- **Task goal**:
Anywhere the string "family" shows up in the listing below, copy the line it is in.

- **Data to examine**:
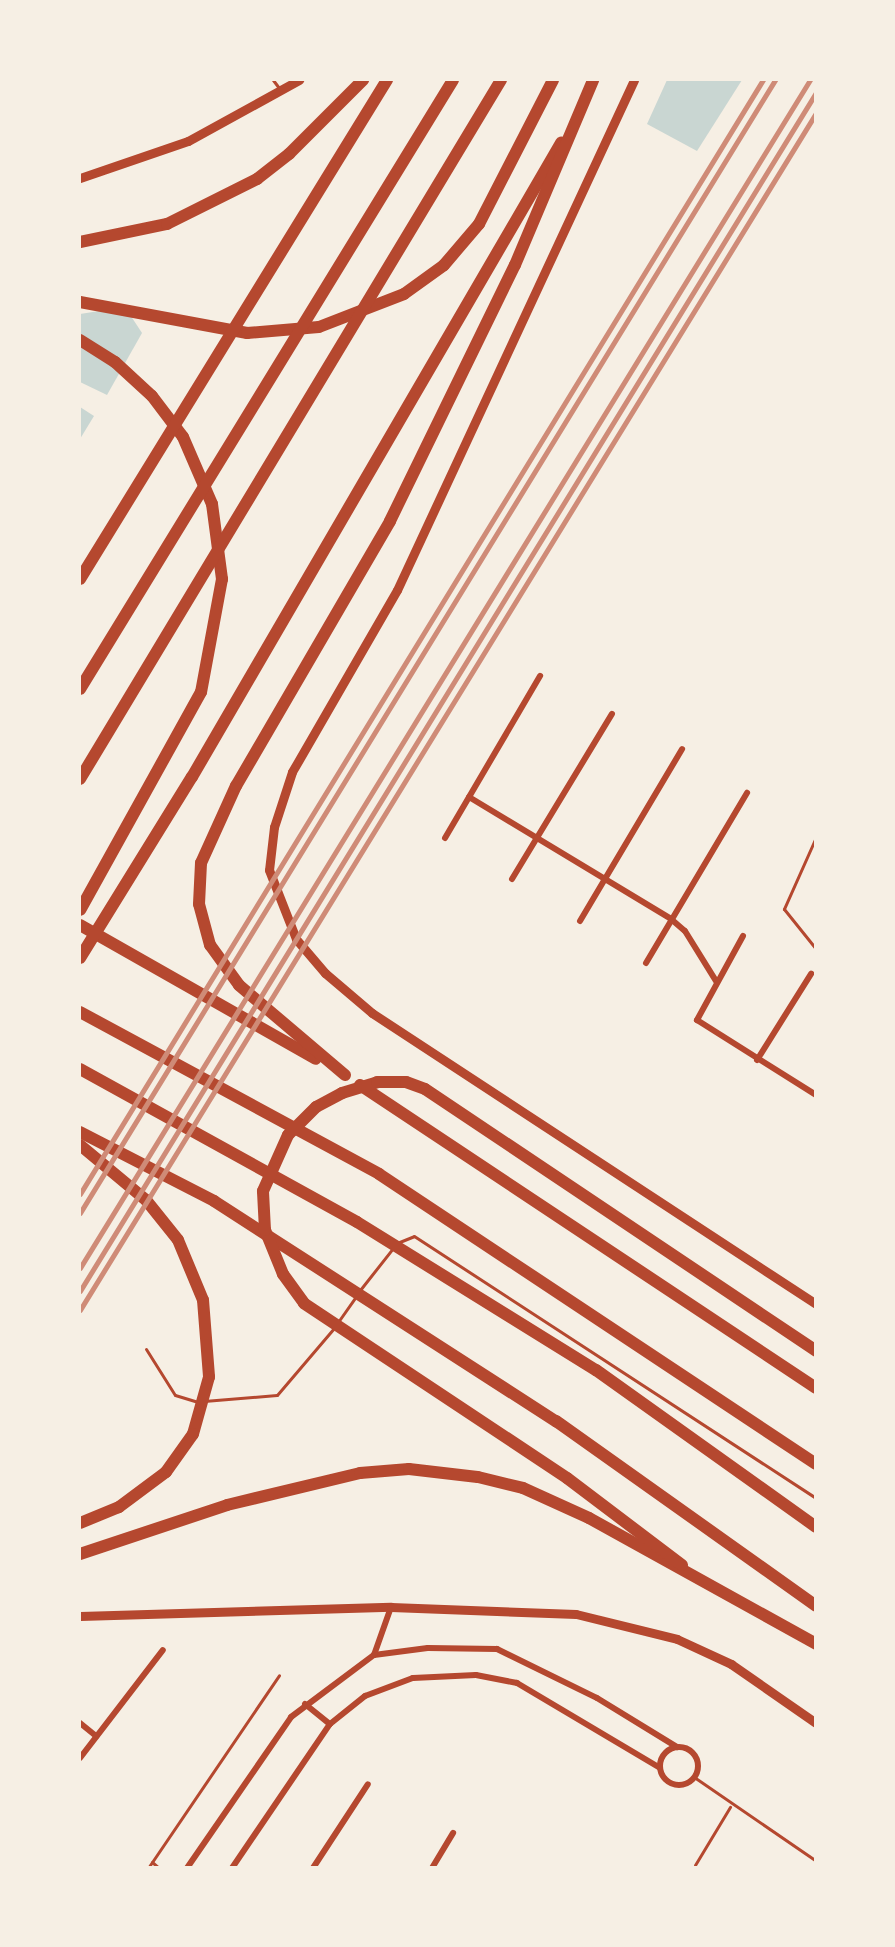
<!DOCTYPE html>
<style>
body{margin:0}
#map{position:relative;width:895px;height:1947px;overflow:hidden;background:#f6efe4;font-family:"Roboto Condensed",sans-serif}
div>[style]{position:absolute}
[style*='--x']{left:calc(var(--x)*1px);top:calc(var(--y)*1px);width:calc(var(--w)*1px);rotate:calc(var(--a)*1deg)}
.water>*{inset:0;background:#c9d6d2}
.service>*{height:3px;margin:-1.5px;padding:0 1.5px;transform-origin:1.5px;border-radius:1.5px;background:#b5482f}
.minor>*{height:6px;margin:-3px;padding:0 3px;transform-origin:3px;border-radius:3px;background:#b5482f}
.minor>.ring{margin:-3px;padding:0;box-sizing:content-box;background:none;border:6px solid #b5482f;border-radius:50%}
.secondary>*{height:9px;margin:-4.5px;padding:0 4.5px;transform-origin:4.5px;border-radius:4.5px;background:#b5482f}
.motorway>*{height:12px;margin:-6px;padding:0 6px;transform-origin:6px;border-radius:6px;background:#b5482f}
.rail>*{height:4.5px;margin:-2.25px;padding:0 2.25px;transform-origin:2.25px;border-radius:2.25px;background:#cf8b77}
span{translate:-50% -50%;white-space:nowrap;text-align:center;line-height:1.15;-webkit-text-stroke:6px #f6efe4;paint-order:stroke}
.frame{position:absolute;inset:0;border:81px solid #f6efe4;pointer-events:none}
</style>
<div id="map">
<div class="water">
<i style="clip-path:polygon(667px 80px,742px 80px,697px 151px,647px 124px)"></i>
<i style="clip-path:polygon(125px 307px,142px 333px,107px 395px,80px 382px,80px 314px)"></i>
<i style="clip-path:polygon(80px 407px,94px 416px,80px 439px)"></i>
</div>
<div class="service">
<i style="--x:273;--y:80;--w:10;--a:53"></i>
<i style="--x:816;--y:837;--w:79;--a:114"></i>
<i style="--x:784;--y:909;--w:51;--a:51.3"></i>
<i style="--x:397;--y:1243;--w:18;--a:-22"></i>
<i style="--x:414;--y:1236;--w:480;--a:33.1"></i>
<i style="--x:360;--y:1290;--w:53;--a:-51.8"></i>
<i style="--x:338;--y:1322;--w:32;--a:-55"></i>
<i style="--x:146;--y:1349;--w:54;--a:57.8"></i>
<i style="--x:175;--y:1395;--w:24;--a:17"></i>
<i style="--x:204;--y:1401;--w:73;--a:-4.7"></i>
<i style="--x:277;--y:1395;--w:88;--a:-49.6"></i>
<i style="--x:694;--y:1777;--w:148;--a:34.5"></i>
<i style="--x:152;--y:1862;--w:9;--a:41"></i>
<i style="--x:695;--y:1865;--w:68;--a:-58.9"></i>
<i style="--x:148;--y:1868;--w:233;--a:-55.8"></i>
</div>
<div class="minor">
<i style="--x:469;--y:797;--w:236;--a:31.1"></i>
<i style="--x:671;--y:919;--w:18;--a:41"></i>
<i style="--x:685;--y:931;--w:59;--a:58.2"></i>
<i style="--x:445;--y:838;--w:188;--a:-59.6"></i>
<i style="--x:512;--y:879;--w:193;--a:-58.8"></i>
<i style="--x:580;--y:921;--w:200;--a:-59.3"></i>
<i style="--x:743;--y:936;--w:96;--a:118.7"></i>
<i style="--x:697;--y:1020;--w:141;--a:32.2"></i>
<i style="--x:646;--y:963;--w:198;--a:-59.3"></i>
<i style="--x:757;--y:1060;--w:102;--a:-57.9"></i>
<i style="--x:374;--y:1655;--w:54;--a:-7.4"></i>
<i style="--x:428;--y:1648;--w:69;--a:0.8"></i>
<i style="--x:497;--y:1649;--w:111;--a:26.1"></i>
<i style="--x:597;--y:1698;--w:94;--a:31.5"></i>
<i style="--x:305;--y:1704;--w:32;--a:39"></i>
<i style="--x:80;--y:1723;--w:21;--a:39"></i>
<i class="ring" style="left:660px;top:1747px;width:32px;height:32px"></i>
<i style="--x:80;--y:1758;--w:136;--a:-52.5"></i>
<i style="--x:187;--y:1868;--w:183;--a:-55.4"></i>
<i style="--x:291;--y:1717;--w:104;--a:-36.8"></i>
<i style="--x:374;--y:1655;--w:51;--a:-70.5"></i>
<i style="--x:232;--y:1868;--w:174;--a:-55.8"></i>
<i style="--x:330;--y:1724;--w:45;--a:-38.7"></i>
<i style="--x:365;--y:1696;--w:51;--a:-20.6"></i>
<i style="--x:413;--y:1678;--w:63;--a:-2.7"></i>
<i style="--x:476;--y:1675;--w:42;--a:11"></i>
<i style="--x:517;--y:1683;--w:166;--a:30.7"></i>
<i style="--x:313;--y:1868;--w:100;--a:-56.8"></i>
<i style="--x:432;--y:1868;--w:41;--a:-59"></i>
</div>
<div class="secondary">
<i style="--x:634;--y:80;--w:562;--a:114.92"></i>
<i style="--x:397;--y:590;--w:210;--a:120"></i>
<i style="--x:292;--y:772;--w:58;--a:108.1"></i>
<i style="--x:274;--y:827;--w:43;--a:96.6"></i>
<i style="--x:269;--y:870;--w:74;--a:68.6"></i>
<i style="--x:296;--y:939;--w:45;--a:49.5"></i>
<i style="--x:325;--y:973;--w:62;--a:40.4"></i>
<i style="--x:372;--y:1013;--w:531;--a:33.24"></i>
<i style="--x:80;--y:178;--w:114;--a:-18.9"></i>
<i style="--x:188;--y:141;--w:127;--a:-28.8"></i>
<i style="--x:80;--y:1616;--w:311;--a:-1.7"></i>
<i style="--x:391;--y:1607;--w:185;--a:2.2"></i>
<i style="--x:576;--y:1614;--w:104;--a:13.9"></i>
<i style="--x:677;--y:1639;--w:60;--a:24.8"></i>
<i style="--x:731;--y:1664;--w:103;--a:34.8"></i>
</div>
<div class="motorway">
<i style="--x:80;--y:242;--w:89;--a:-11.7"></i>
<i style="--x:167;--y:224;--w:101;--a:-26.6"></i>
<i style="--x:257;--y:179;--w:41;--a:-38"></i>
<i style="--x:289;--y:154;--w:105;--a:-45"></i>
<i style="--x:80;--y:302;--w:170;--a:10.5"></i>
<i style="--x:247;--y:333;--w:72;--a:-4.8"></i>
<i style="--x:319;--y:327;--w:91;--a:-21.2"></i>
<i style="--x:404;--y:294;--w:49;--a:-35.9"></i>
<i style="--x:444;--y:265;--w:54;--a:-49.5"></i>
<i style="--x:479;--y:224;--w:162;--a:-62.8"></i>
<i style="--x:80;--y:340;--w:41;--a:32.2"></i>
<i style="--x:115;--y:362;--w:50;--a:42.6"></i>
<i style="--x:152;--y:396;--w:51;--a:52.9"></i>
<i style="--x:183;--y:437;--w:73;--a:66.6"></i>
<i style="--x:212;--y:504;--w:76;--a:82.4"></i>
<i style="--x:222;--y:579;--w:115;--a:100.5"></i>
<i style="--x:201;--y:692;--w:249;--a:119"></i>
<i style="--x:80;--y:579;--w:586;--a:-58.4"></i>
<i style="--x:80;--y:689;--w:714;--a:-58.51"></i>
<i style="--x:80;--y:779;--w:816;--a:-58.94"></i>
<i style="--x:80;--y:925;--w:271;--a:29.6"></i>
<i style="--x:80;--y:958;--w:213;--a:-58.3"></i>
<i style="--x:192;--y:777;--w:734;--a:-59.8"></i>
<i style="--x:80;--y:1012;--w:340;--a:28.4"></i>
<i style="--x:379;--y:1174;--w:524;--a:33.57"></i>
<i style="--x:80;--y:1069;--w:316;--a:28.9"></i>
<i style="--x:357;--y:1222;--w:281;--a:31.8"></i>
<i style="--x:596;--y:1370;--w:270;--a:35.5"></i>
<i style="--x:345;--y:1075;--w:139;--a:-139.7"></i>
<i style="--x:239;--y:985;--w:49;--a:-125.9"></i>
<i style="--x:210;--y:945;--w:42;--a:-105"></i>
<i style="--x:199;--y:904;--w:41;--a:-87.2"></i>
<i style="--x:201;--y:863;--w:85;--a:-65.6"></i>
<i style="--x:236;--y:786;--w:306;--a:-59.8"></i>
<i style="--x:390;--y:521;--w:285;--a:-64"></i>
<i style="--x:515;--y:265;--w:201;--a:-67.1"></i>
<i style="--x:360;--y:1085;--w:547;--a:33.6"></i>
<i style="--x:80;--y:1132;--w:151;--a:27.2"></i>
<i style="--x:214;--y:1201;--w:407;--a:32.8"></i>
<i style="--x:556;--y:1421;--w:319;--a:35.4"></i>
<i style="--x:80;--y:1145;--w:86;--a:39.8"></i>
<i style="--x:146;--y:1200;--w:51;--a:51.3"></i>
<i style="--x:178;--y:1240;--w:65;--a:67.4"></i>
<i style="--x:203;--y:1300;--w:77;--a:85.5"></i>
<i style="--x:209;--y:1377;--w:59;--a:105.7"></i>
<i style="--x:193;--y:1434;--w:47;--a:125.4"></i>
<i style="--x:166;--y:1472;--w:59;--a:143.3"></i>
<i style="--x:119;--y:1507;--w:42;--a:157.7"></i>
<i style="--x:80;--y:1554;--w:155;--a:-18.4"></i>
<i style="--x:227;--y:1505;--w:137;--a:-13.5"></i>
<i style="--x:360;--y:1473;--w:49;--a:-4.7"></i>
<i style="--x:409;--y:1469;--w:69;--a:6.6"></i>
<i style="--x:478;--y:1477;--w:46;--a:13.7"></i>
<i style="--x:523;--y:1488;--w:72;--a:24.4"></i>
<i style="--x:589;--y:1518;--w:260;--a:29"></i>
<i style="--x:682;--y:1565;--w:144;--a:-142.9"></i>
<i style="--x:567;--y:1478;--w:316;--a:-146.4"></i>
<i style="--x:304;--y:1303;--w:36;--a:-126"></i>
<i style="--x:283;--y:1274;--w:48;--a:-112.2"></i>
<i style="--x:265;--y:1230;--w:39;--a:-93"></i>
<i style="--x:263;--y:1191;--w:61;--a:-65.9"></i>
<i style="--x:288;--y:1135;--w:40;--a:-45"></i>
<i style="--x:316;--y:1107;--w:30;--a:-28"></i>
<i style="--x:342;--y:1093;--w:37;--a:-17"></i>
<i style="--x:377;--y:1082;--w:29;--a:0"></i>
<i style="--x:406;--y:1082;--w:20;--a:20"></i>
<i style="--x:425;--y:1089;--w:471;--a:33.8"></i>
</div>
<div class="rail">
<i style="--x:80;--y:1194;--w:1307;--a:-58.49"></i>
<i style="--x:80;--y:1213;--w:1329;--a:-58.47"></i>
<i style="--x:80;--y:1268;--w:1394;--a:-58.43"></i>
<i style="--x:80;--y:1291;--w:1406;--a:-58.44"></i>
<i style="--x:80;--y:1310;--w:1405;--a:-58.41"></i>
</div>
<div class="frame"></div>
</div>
==
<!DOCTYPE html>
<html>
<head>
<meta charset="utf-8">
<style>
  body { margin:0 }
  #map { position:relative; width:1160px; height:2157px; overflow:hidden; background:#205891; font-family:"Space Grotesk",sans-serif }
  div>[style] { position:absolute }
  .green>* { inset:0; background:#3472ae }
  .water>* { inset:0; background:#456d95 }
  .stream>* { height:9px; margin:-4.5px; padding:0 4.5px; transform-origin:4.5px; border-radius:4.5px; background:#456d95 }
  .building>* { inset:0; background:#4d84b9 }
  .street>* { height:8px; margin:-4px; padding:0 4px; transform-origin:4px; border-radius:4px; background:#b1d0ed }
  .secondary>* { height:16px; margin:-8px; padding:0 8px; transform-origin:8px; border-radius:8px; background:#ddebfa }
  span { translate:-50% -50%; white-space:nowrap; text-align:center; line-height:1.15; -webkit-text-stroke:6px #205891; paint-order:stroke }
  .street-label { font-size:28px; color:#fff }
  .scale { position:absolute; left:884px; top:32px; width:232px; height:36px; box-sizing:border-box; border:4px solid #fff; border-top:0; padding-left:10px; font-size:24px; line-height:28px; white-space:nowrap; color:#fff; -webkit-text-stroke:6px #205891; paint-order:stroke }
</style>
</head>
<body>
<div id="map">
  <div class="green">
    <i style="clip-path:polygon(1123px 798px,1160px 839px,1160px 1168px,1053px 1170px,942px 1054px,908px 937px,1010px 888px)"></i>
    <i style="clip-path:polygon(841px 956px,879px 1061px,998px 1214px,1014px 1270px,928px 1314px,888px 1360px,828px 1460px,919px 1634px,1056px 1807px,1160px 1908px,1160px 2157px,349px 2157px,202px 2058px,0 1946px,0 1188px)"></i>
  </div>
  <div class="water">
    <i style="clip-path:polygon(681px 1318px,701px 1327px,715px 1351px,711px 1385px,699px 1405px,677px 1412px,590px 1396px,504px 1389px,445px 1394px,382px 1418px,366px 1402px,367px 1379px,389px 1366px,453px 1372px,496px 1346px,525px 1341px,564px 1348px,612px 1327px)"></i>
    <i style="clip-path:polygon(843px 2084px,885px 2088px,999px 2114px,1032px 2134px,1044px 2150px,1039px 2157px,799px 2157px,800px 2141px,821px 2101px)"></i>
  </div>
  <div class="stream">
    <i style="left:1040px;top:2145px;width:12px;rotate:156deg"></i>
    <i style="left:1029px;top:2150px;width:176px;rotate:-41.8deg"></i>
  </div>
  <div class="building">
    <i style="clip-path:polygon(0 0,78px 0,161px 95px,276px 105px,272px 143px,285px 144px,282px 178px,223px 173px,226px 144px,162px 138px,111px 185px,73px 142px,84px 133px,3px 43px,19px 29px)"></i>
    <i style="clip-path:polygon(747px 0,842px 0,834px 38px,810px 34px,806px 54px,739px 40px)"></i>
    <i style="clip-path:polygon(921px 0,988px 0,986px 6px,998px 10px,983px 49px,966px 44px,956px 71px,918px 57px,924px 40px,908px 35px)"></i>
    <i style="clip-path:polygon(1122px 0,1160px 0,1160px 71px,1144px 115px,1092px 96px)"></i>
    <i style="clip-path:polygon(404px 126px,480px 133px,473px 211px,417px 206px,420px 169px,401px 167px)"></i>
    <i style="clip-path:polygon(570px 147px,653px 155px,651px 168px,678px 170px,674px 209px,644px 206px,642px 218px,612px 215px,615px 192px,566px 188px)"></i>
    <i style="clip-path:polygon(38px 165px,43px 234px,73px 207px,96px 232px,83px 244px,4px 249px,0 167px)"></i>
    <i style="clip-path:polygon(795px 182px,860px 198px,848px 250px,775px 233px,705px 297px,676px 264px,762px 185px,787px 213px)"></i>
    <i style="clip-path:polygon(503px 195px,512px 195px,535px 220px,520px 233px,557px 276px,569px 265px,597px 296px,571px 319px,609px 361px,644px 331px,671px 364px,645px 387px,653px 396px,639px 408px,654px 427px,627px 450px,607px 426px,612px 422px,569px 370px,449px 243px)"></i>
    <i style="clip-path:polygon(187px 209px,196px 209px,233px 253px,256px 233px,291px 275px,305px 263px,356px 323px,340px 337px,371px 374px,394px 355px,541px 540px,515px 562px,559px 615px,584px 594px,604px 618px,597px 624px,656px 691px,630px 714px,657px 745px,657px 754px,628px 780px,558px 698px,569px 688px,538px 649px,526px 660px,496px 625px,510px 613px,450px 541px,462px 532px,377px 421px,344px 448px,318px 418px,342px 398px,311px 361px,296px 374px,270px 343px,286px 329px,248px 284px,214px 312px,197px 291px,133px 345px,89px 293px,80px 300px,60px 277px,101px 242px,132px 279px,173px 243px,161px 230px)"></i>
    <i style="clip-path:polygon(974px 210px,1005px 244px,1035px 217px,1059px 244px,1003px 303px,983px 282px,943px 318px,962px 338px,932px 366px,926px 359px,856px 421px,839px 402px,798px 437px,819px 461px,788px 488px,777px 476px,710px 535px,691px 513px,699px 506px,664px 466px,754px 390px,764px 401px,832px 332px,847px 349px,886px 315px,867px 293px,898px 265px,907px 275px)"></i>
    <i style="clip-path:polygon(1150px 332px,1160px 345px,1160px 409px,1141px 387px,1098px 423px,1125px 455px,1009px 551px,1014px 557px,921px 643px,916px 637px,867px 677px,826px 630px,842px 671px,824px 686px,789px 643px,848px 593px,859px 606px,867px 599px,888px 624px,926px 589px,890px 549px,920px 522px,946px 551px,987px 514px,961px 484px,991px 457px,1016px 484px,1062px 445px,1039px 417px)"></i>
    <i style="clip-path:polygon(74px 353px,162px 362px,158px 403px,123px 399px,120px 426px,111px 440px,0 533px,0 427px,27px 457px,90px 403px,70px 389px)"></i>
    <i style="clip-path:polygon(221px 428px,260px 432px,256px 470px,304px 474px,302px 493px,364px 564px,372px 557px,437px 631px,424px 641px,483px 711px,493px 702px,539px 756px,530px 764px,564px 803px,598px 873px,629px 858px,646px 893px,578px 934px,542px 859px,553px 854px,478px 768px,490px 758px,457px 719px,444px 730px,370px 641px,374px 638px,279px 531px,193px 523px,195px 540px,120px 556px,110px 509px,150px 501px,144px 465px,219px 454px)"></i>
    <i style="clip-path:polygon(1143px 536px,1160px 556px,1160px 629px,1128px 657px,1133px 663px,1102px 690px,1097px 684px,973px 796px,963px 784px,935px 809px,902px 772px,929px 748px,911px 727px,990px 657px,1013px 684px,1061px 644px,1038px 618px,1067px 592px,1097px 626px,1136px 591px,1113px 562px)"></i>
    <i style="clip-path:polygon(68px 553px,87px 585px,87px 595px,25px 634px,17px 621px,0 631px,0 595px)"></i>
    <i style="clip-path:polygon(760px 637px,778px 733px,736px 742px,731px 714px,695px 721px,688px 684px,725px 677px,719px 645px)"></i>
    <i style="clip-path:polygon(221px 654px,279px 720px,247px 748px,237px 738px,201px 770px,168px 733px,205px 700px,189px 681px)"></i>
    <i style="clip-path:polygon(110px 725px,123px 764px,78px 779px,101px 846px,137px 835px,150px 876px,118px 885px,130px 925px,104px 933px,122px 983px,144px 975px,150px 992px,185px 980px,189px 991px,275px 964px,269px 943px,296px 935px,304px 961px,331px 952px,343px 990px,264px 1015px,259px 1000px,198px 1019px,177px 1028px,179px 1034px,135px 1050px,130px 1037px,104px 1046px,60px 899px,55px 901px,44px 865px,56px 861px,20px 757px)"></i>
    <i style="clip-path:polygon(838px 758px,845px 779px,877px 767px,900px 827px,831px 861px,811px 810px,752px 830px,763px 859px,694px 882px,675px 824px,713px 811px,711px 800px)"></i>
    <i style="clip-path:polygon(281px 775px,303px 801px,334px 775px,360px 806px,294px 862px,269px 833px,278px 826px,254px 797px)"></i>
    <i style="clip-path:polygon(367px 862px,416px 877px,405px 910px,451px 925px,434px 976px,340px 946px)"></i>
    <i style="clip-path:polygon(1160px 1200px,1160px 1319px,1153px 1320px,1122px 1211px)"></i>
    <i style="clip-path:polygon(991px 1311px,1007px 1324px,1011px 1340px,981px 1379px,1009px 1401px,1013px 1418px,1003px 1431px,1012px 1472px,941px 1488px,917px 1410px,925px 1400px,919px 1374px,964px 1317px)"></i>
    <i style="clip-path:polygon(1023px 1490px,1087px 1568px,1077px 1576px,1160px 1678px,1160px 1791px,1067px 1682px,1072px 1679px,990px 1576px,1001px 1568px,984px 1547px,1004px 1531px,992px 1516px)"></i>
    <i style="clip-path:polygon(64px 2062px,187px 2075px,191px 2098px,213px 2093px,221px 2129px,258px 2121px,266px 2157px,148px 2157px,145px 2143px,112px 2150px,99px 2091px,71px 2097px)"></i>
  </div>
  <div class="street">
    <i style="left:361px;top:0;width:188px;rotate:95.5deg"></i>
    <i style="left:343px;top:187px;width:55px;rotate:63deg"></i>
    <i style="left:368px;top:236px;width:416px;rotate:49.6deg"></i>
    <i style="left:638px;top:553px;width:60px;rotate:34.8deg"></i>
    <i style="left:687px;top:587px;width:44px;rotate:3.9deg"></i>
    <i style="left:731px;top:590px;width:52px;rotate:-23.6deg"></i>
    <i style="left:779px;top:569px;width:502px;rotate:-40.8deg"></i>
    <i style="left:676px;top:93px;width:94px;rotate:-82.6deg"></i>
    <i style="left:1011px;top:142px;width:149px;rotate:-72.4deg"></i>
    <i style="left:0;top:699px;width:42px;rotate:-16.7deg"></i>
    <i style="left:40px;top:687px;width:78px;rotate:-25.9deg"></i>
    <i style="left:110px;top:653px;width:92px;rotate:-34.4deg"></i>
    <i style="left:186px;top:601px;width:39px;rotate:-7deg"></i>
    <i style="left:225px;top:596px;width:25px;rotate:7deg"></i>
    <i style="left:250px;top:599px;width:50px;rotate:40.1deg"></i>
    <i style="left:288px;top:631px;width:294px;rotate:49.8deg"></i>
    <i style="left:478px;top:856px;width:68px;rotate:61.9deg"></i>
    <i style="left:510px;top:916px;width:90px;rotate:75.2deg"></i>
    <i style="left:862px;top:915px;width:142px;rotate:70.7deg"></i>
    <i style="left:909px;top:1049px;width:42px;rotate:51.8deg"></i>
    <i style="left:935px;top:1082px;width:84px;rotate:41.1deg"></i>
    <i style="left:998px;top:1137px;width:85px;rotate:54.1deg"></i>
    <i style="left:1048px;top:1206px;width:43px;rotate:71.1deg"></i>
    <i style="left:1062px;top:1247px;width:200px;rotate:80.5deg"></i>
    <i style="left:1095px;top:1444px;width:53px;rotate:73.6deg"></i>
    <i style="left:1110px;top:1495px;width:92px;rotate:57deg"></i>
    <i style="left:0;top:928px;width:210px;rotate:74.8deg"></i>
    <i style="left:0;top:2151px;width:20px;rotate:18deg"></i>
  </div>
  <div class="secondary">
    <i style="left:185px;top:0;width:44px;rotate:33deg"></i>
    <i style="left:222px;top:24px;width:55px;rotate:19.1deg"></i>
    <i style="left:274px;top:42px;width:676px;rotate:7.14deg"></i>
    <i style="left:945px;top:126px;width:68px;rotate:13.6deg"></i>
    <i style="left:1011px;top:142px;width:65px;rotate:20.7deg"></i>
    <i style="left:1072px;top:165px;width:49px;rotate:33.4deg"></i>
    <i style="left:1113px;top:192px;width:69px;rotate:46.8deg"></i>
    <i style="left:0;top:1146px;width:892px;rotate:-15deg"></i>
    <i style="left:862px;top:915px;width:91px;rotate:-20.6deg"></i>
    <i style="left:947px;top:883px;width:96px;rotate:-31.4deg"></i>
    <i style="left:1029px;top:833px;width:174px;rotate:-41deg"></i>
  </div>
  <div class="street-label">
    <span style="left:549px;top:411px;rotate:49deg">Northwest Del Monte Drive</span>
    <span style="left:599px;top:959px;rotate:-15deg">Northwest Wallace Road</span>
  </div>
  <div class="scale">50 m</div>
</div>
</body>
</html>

- **Your solution**:
#map{position:relative;width:895px;height:1947px;overflow:hidden;background:#f6efe4;font-family:"Roboto Condensed",sans-serif}
  #map { position:relative; width:1160px; height:2157px; overflow:hidden; background:#205891; font-family:"Space Grotesk",sans-serif }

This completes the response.